The second recent SCA price adjustment case was Melwood Horticultural Training Center, Inc. v. GSA, CBCA 7989 (December 3, 2024). Melwood, well-known for its “Perfect for the job” TV and radio advertising campaign, had a contract for janitorial services for the GSA HQ building. They wanted to price their costs for the last option year of their contract based on their as-bid proposal, and not their actual costs. In 2023 GSA apparently issued some internal policy guidance memorandum instructing contracting officers to use the actual cost method. Melwood wanted to use the hours it had projected in its bid/proposal to recover its costs rather than the actual hour worked in the prior year. The Civilian Board of Contract Appeals (“CBCA”) held: “Any price adjustment proposed must be grounded in the contractor’s actual incurred costs, not the costs the contractor proposed that it would incur when it agreed to the contract.” Therefore, the parties should use the hours actually worked during the prior contract period to calculate the SCA price adjustment.
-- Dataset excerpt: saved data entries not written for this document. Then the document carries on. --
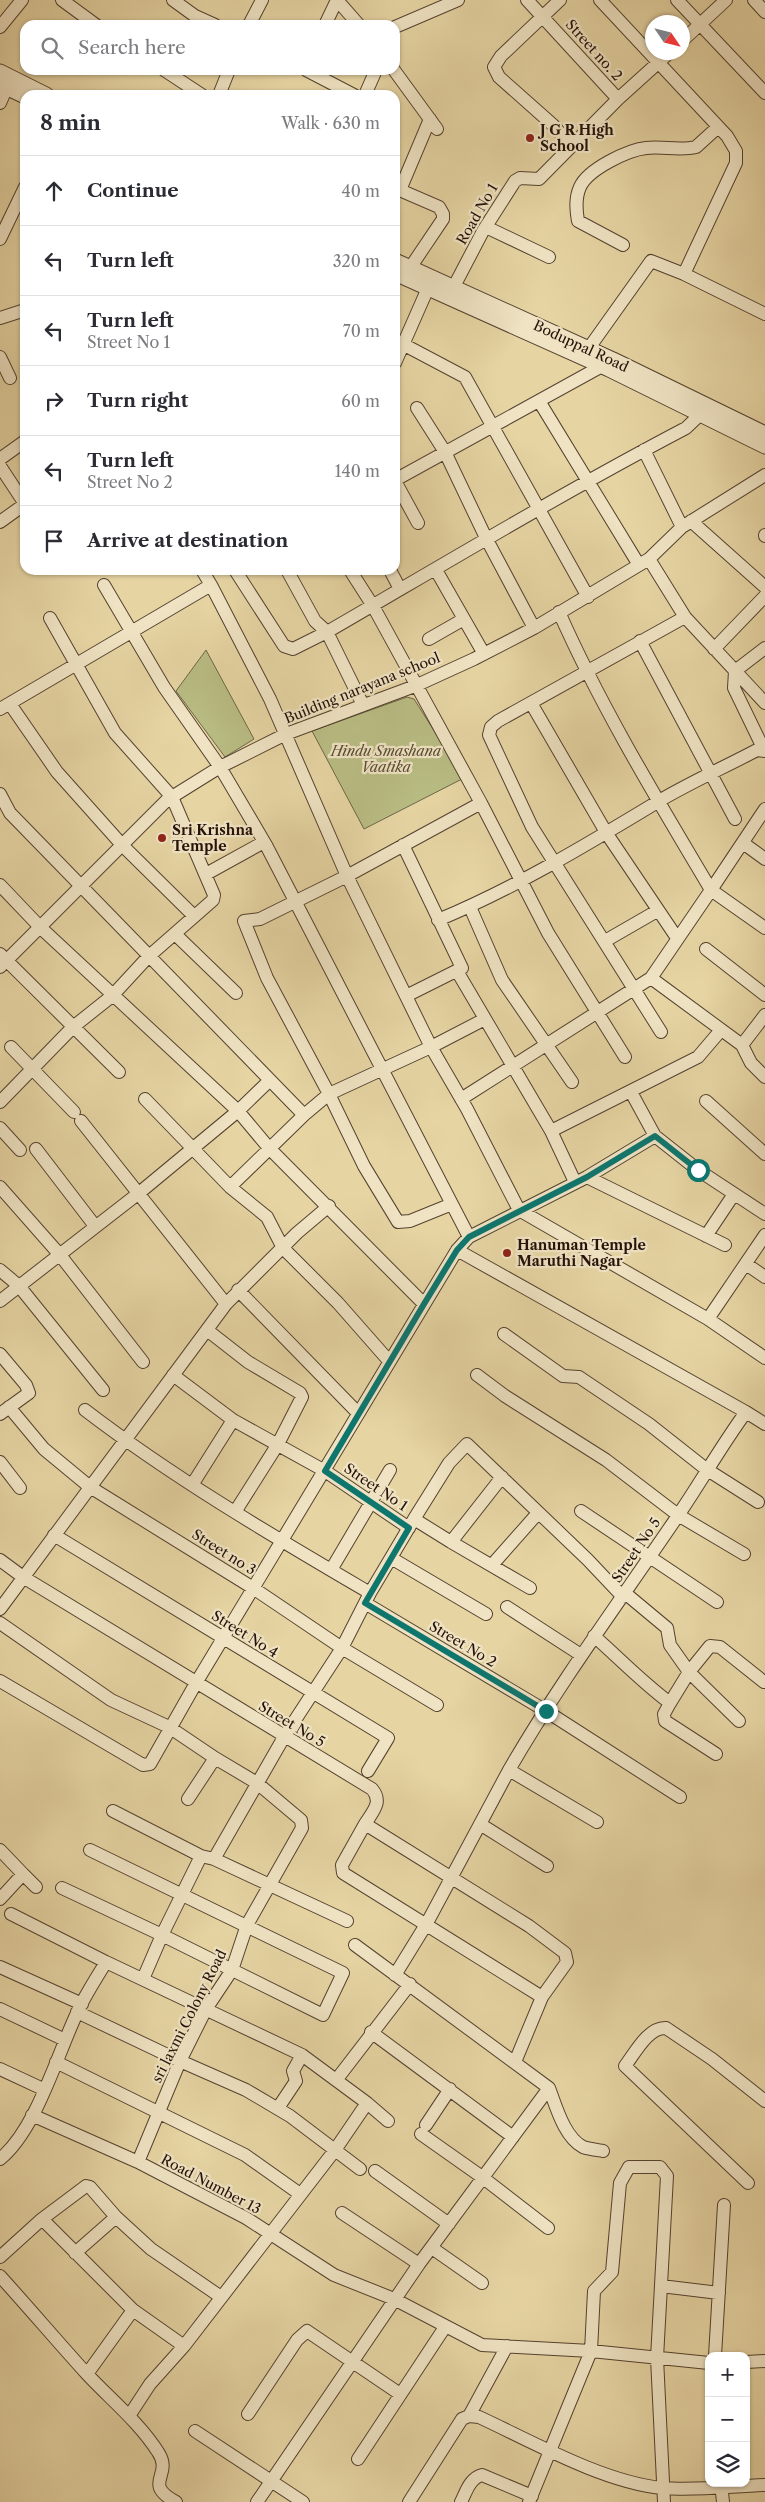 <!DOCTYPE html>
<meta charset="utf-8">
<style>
:root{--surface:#fff;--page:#f7f7f7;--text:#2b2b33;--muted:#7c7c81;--line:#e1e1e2}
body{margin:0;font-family:"Libre Caslon Text",serif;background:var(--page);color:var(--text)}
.controls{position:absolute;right:15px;bottom:15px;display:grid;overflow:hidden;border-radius:10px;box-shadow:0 1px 4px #0004}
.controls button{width:45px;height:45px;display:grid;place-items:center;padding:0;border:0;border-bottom:1px solid var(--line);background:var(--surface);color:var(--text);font:25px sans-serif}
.compass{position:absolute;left:645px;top:15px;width:45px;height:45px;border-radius:50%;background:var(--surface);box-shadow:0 1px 4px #0004;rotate:125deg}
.stop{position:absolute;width:15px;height:15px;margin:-11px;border:4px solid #0f766e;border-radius:50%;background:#fff}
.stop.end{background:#0f766e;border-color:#fff;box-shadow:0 1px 5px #0008}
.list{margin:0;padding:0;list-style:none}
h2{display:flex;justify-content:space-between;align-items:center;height:65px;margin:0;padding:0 20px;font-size:21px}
h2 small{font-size:16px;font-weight:400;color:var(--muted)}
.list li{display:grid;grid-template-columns:32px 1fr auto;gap:15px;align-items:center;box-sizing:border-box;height:70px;padding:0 20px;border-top:1px solid var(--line)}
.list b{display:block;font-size:19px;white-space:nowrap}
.list p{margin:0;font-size:16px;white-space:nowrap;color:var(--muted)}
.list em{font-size:16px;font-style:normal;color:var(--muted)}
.icon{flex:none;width:28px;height:28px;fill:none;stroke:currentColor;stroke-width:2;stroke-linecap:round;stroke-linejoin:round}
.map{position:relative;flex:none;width:765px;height:2502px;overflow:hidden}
.search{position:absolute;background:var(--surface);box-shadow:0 1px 4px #0004;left:20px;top:20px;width:380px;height:55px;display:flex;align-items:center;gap:12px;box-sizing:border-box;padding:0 18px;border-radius:15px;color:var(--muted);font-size:19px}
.panel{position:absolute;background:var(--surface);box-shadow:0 1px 4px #0004;left:20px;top:90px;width:380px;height:485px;border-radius:15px}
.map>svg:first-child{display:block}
.green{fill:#b8bc83;stroke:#6e6646}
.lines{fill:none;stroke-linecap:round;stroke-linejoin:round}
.minor-casing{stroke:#54422f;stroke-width:14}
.tertiary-casing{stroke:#54422f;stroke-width:17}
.minor{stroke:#efe3c3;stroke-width:12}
.tertiary{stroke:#efe3c3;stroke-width:15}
.route{stroke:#0f766e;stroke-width:6}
.poi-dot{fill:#8f2418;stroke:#efe3c3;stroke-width:2}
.labels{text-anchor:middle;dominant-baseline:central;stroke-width:4.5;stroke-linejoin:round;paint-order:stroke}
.street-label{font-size:14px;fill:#241108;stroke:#efe3c3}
.poi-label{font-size:14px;font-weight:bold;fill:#241108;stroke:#efe3c3;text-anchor:start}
.park-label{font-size:14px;font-style:italic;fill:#584d33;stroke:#efe3c3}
</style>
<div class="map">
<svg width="765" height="2502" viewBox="0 0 765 2502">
<rect width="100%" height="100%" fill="#e6d4a3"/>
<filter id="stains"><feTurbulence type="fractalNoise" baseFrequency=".004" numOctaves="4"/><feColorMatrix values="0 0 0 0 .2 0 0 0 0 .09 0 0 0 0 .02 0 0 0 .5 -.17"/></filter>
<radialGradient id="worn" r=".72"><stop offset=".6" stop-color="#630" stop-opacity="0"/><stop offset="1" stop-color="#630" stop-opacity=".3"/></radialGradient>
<!-- green -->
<path class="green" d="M206,650l48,89 -29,18 -49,-66z
M407,697l7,2 33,52 15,28 -98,50 -52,-98z"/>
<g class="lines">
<!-- minor casing -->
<g class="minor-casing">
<path id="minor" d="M62,0l34,25
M173,0l22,16 20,9
M337,0l22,25
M527,0l91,99
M560,0l-59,56 -7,11 5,10 54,48 19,21
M600,0l127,136 9,15v12l-52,111 81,40
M677,0l88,93
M754,0l11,12
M249,25l13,-25
M325,25l12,-25
M0,27l22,-27
M395,27l63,-27
M682,41l44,-41
M164,70l38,25
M306,70l48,25
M394,70l43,59
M219,95l10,-25
M365,95l11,-25
M0,103l7,-16
M395,188l44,19 4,7v5l-33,49
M400,190l30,-71
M486,227l63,30
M0,239l25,-52
M623,245l-45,-24c-2,-12 -3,-23 2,-34 8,-18 48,-37 66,-39 17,-2 34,3 50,-1l22,-20
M449,296l34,-65 32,-50 5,-3 19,1 79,-80 52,-47
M0,318l25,-8
M395,340l70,37 123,220
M589,348l62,-87 33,13
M0,357l10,21
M395,363l33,-75
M539,401l100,164
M417,408l28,44 41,86 48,90
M644,450l38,77
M0,459l25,-18
M0,466l25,38
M395,480l207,-114
M395,481l23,42
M691,521l74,66
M0,522l25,-18
M765,536v-1
M649,559l36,58 80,86
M235,570l49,76 9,3 34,-17 36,73
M287,570l28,51 12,11c119,-69 237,-140 359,-204l21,-20
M350,570l23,36 108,197 -134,73 -87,43 -16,2 23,57 62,116 102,-47 54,-28
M390,570l10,19
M436,570l48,84
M104,585l60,102 56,80 46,78 203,392
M211,585l59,114 77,177 84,171 36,62 52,101 189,109 57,39
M429,639l35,-20
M640,641l95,178
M714,649l51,-53
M531,703l76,131 70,104
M10,704l47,68 66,74 70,69
M0,709l211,-124 -9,-15
M764,750l-30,-62 1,-17 30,-23
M0,794l10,19 294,302
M481,803l67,130 77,124
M765,809l-54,81 54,38
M743,843l22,16
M403,845l59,123 -56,28
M206,874l58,-32
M0,885l41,43 197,183 31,37 155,156
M470,907l32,73 70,102
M438,920c77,-32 150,-76 221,-119 32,-19 66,-34 98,-51l8,1
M175,934l61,59
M605,941l52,-30
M706,949l59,46
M0,954l119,118
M0,967l167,-167 53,-33 66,-33 129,-48 59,-27 60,-31 115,-69 33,-32 83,-52
M457,971l94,160 24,51
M651,978l91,67
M765,1015l-23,30 9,18 14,14
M661,1032l-129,-205 -43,-92 2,-8 7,-6 187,-104
M11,1047l63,65
M631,1092l24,44 43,34 67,44
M145,1099l85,88 74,-72 25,-21 35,72 34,56 12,-1 42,-17
M461,1099l190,-121 60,-88c-54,-91 -109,-181 -152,-278
M706,1101l59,53
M0,1102l73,-75 39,-31 36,-39 65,-57 1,-5 -42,-98 -57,-64 -65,-115
M81,1121l145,183
M0,1128l20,22
M551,1131l147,-74 23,-27
M36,1149l59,77
M587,1177l138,68
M0,1187l60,68 83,107
M230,1187l37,30 16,31 55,55 51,58
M706,1236l28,-42
M457,1250l289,162 19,12
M746,1264l19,13
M0,1270l19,16 84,104
M238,1290l120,123
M0,1301l139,-108 99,-82 31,-30
M708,1319l57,-84
M207,1330l41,32 52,31 2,4 -24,47 -43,68
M504,1334l59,42 16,1 70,47 57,45 52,33
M0,1354l26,31 3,8 -29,21
M173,1375l60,45 92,51 84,57
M477,1375l28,21 101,64 72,55 66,39
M9,1407l35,42 46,38 163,101 89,60 95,57
M85,1410c90,69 188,126 285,183
M0,1462l20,26
M192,1485l41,-65
M581,1511l136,91
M414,1519l37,23 51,-65
M54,1535l334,203 -20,33
M451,1542l79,46
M391,1558l95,56
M0,1560l23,17 349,212c11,13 1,22 -7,35l164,102 36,27 2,9 -25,35 -27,65
M492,1565l46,-52
M331,1570l59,-100
M625,1593l42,35 3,17 19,27 50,49
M365,1603l181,108 134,86
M507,1607l74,48
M0,1609l226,-305 71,-71 32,-27
M0,1623l111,77 58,27 46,31 42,25 44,37 1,8 -55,97 -15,45 -26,39 -26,52 -42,101
M594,1636c26,23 49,47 76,67l19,-31 21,-26 10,1 44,35
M0,1681l143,84 7,-1 46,-81 261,-433 12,-13 118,-60 68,-41
M670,1703l-6,11 1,7 51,33
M188,1799l27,-41
M113,1811l88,45 13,3 70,-122 58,-89 28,-55 44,-74 35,-56 18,-19 121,116 35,37
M597,1822l-88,-52c51,-88 111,-169 168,-253 24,-35 44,-71 69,-105
M365,1824l-23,41 1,8 199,124
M480,1824l67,42
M0,1850l23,24 -23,25
M214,1859l133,62
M23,1874l13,13
M62,1888l100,47 161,80 20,-42 -253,-123
M11,1914l95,48 196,93 65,48 -32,47 -151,196 -34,38 -21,32
M355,1945l194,143
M0,1967l82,37
M395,1975l32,-52 82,-153
M143,1979l19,-44 39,-79
M0,2009l65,31
M77,2012l103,49 66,29 44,26 70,53
M371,2032l142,105
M56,2062l189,93 55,39
M0,2069l43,20
M337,2079l73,-95
M367,2103l21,18
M278,2108l18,-27 -3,-10 9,-16
M32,2115l106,47 108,56 88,57 60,24 88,46 109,6 118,12
M426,2125l24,-36
M421,2134l61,43 66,51
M0,2159c36,-29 57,-104 77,-146 8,-18 19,-34 29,-51
M375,2171l74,53
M748,2183l-123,-117c10,-13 23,-39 41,-38l46,31 53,42
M42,2219l91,91 51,36
M432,2248l50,35
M75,2253l41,-36
M0,2257l42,-38 44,-33 4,1 26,30 35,32 70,48
M419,2264l130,-176c7,18 15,49 34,59 6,2 14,3 20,4
M0,2276c29,32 57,65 86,97 24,26 53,49 72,79 16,24 -17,31 18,50
M661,2286l58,7
M715,2356l9,-151
M746,2362l19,-1
M87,2374l46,-64
M248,2414l49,-74 10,-9 93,63
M469,2416l38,-70
M195,2431l108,71
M358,2459l87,-132
M721,2483l2,19
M257,2502l162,-238 -77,-51
M409,2502l53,-83 7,-3 10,1c54,25 124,65 183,71 34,3 70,-2 103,-3
M461,2502c5,-10 9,-24 21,-27l50,21
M529,2502l62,-151 3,-60 18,-19 8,-89 9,-16h31l7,9 -10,182 7,144"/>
</g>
<!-- tertiary casing -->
<g class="tertiary-casing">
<path id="tertiary" d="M0,72l46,23
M0,84l25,12
M395,261l218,99 152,74
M395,273l214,96 156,77"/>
</g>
<!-- minor -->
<use href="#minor" class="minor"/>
<!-- tertiary -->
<use href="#tertiary" class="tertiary"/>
</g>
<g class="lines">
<!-- route -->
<path class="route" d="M546,1711l-181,-108 44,-75 -84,-57 99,-167 33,-54 12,-13 118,-60 68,-41 43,34"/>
</g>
<!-- markers -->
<g class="poi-dot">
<circle cx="530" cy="138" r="5"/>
<circle cx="162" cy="838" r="5"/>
<circle cx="507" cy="1253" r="5"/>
</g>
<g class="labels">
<!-- street labels -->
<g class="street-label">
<text transform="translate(594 50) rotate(48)">Street no. 2</text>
<text transform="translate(477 214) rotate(-60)">Road No 1</text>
<text transform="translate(581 346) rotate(25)">Boduppal Road</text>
<text transform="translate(362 688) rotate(-22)">Building narayana school</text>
<text transform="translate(376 1487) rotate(34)">Street No 1</text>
<text transform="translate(636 1550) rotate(-56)">Street No 5</text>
<text transform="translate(224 1552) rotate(32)">Street no 3</text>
<text transform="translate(245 1634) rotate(32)">Street No 4</text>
<text transform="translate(463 1644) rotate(31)">Street No 2</text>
<text transform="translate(292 1724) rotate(31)">Street No 5</text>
<text transform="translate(189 2016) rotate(-63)">sri laxmi Colony Road</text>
<text transform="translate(211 2184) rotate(28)">Road Number 13</text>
</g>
<!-- poi labels -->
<g class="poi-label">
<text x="540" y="130">J G R High<tspan x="540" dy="16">School</tspan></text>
<text x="172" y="830">Sri Krishna<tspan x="172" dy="16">Temple</tspan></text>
<text x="517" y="1245">Hanuman Temple<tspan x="517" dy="16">Maruthi Nagar</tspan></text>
</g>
<!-- park labels -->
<g class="park-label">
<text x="386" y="751">Hindu Smashana<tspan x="386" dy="16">Vaatika</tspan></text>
</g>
</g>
<rect width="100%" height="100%" filter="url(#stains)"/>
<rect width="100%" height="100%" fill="url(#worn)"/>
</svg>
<div class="controls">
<button>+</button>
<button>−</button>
<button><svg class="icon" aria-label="layers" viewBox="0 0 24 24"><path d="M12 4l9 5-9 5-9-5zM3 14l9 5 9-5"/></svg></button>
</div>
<svg class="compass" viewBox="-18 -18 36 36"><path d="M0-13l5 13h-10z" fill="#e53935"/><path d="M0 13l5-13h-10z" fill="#7c7c81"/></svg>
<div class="stop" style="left:698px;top:1170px"></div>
<div class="stop end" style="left:546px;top:1711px"></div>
<div class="search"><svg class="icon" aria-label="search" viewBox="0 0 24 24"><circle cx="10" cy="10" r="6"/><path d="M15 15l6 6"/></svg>Search here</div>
<section class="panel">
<h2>8 min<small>Walk · 630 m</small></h2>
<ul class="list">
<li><svg class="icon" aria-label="ahead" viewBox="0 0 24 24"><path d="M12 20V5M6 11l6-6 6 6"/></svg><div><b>Continue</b></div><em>40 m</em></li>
<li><svg class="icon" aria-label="left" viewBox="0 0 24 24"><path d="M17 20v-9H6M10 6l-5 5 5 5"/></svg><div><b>Turn left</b></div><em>320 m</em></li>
<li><svg class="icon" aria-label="left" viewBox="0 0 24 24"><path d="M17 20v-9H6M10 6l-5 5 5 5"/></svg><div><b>Turn left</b><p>Street No 1</p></div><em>70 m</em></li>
<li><svg class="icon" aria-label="right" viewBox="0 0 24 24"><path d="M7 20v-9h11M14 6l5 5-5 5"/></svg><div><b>Turn right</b></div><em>60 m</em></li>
<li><svg class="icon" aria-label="left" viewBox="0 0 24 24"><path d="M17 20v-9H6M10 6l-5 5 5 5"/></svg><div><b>Turn left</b><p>Street No 2</p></div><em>140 m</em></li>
<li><svg class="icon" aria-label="arrive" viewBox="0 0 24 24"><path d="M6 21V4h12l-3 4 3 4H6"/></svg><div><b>Arrive at destination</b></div></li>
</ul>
</section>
</div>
None of this is revolutionary. I am not saying there isn’t some older and confusing case law. An, change the facts and you could alter the results. .For example, if the agency in its solicitation sets the hours or pay rates for the work, then those instructions may override the actual cost rules. However, otherwise, the FAR 52.222-43 clause says “actual.”. And thus “actual” costs and hours are what you get. Boards have ruled similarly in the past, but this rule of law bears repeating.